By Adi Ackerman·August 11, 2026·5 min read

Side by side view of a PDF attachment newsletter and an inline HTML email newsletter

Many teachers send school newsletters as PDF attachments because that is how they were done before email became the primary channel. The format stuck even as parent behavior changed. Understanding why embedded email outperforms attachments helps teachers make a better choice for their families.

The friction problem with PDF attachments

A PDF attachment requires two actions: open the email, then open the attachment. On a desktop, that is a double-click and a separate application launch. On mobile, it is a tap, a download, and an app redirect. Each of those steps loses readers. Studies of email engagement consistently show that attachment download rates are well below email open rates, and that attachment open rates are lower still.

For a busy parent checking email at a stoplight or between meetings, the extra step is often enough to defer the newsletter to later. "Later" frequently means never.

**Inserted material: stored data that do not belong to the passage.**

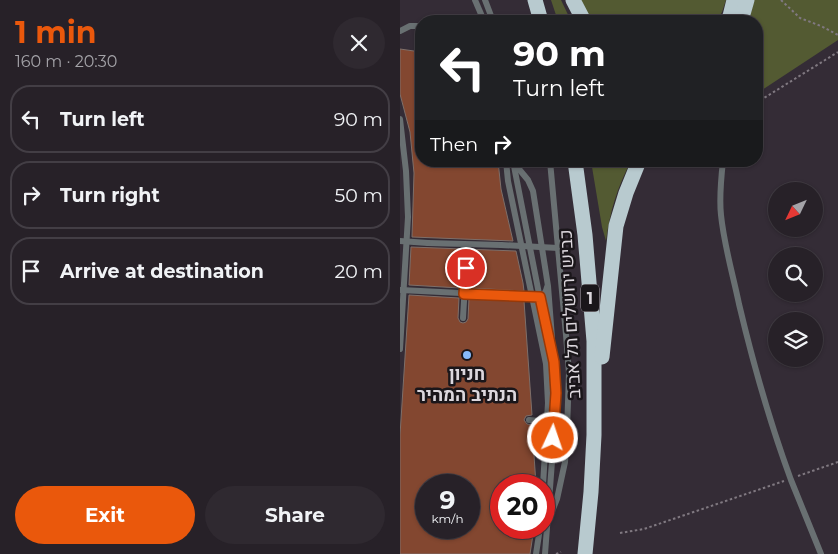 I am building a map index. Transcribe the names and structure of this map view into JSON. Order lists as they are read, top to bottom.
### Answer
{
  "streets": {
    "highway": ["1", "כביש ירושלים תל אביב"]
  },
  "places": ["חניון הנתיב המהיר"],
  "north": "bottom left",
  "page": {
    "heading": ["1 min", "160 m · 20:30"],
    "turn": ["90 m", "Turn left"],
    "list": [
      {
        "name": "Turn left",
        "value": "90 m"
      },
      {
        "name": "Turn right",
        "value": "50 m"
      },
      {
        "name": "Arrive at destination",
        "value": "20 m"
      }
    ],
    "then": "Then",
    "speed": "9 km/h",
    "limit": "20",
    "buttons": ["Exit", "Share"]
  }
} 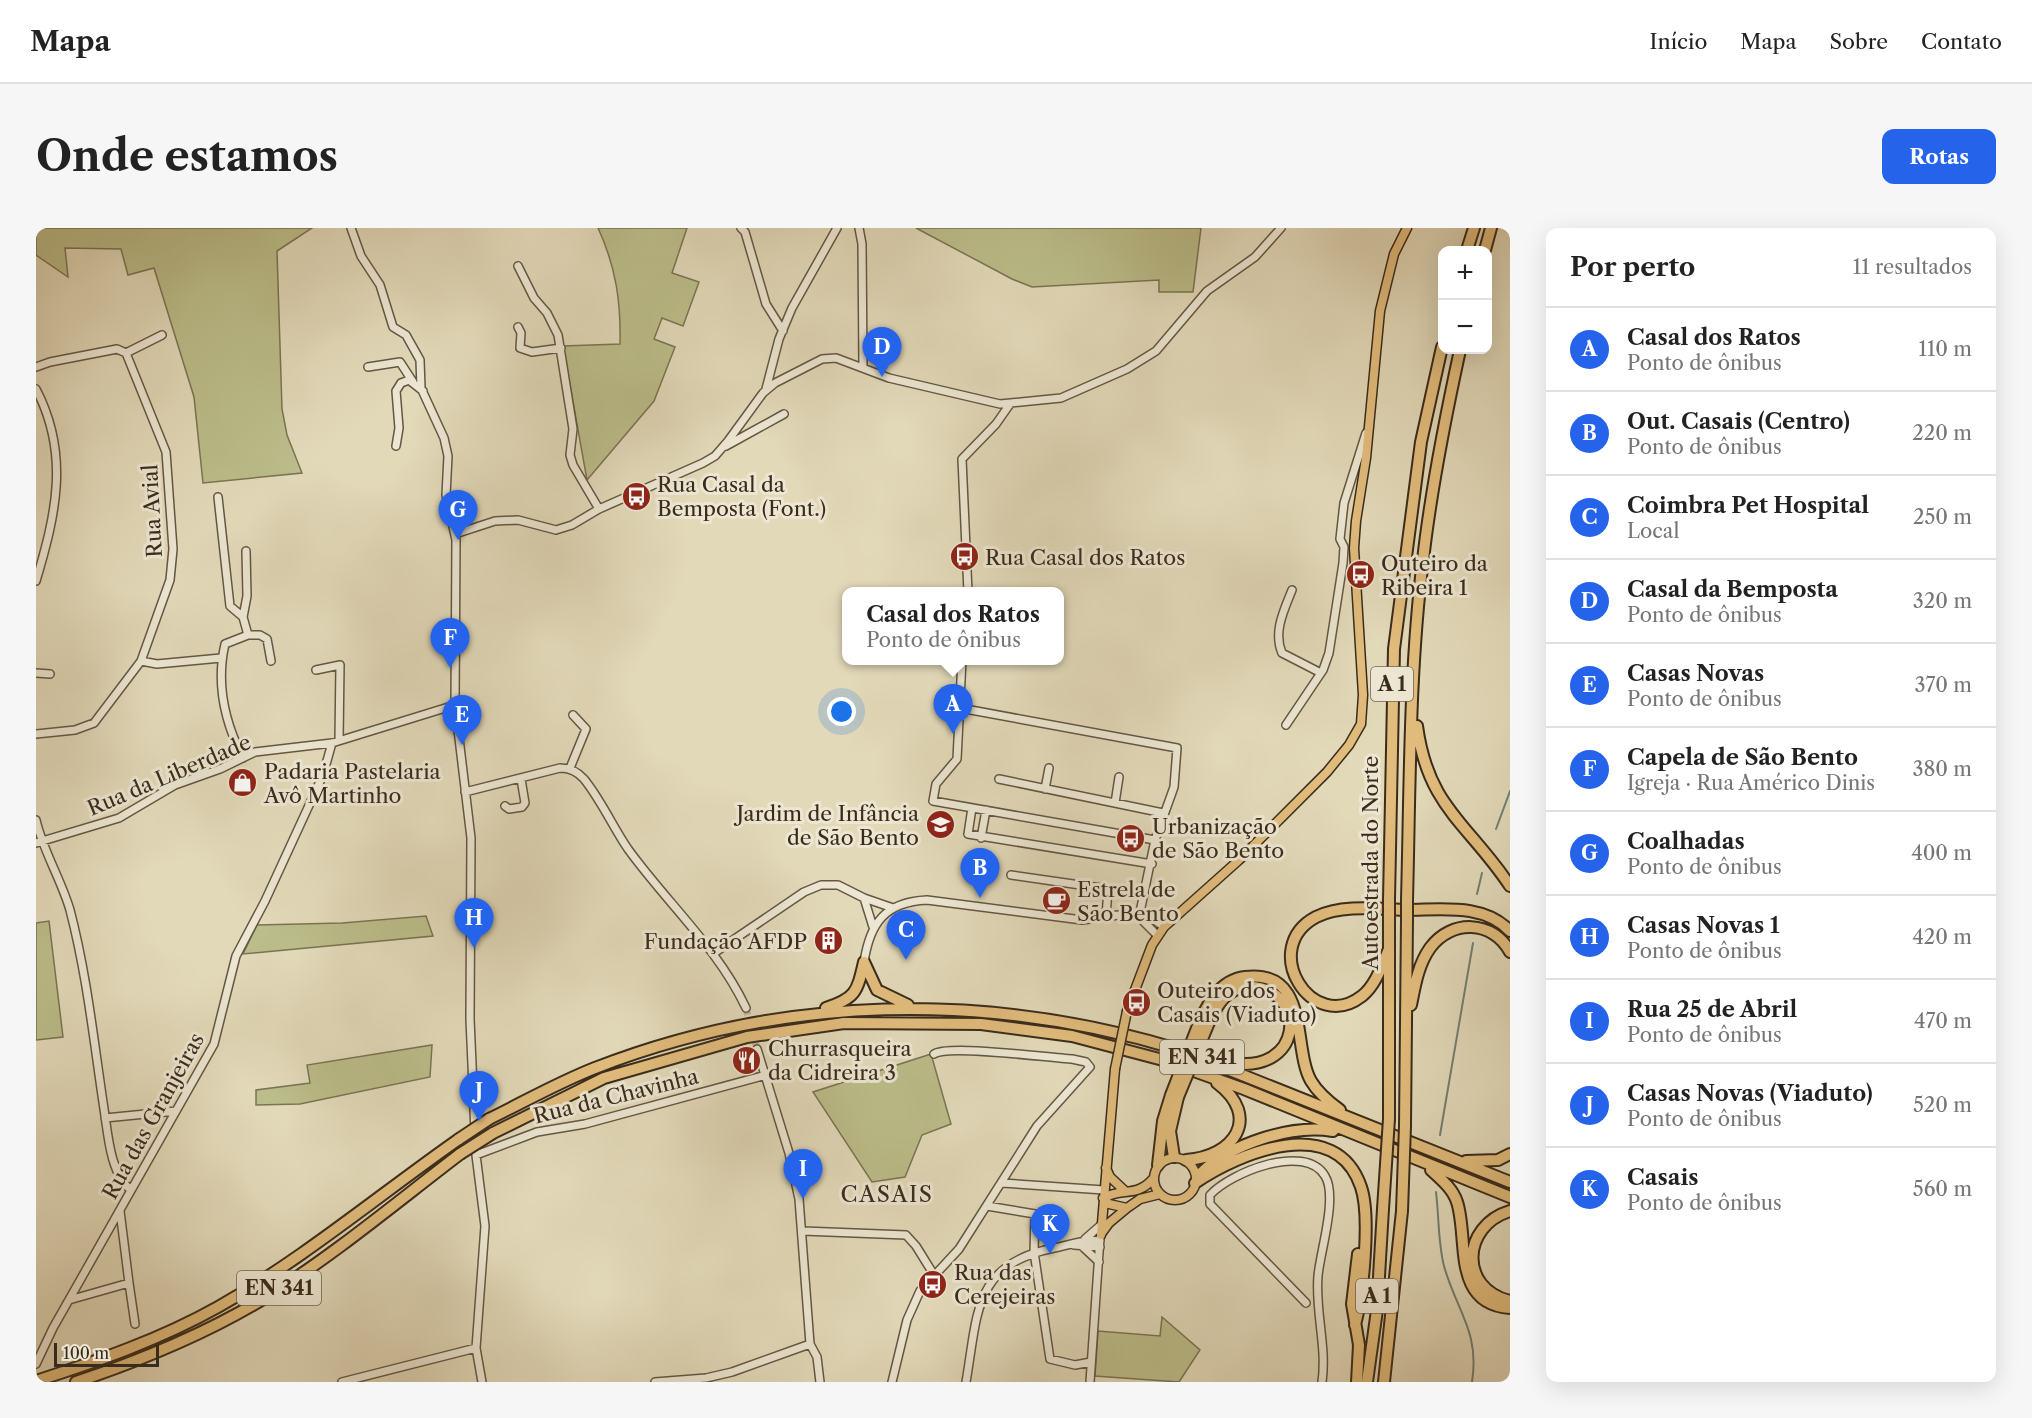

What embedded email newsletters do better

An embedded email newsletter renders completely within the parent's inbox. There is nothing to download, no application to open, no external page to navigate to. The parent opens the email and reads the newsletter. That is the entire workflow.

Embedded emails also render correctly on mobile without any action by the reader. A PDF optimized for 8.5 by 11 inches requires zooming and horizontal scrolling on a phone screen. An HTML email formatted for mobile screens reads naturally.

Analytics: a capability gap that matters

PDF attachments provide zero engagement data. You cannot tell whether the attachment was opened, how long a reader spent with it, or whether anyone clicked a link inside it (most PDF links do not work at all in email clients).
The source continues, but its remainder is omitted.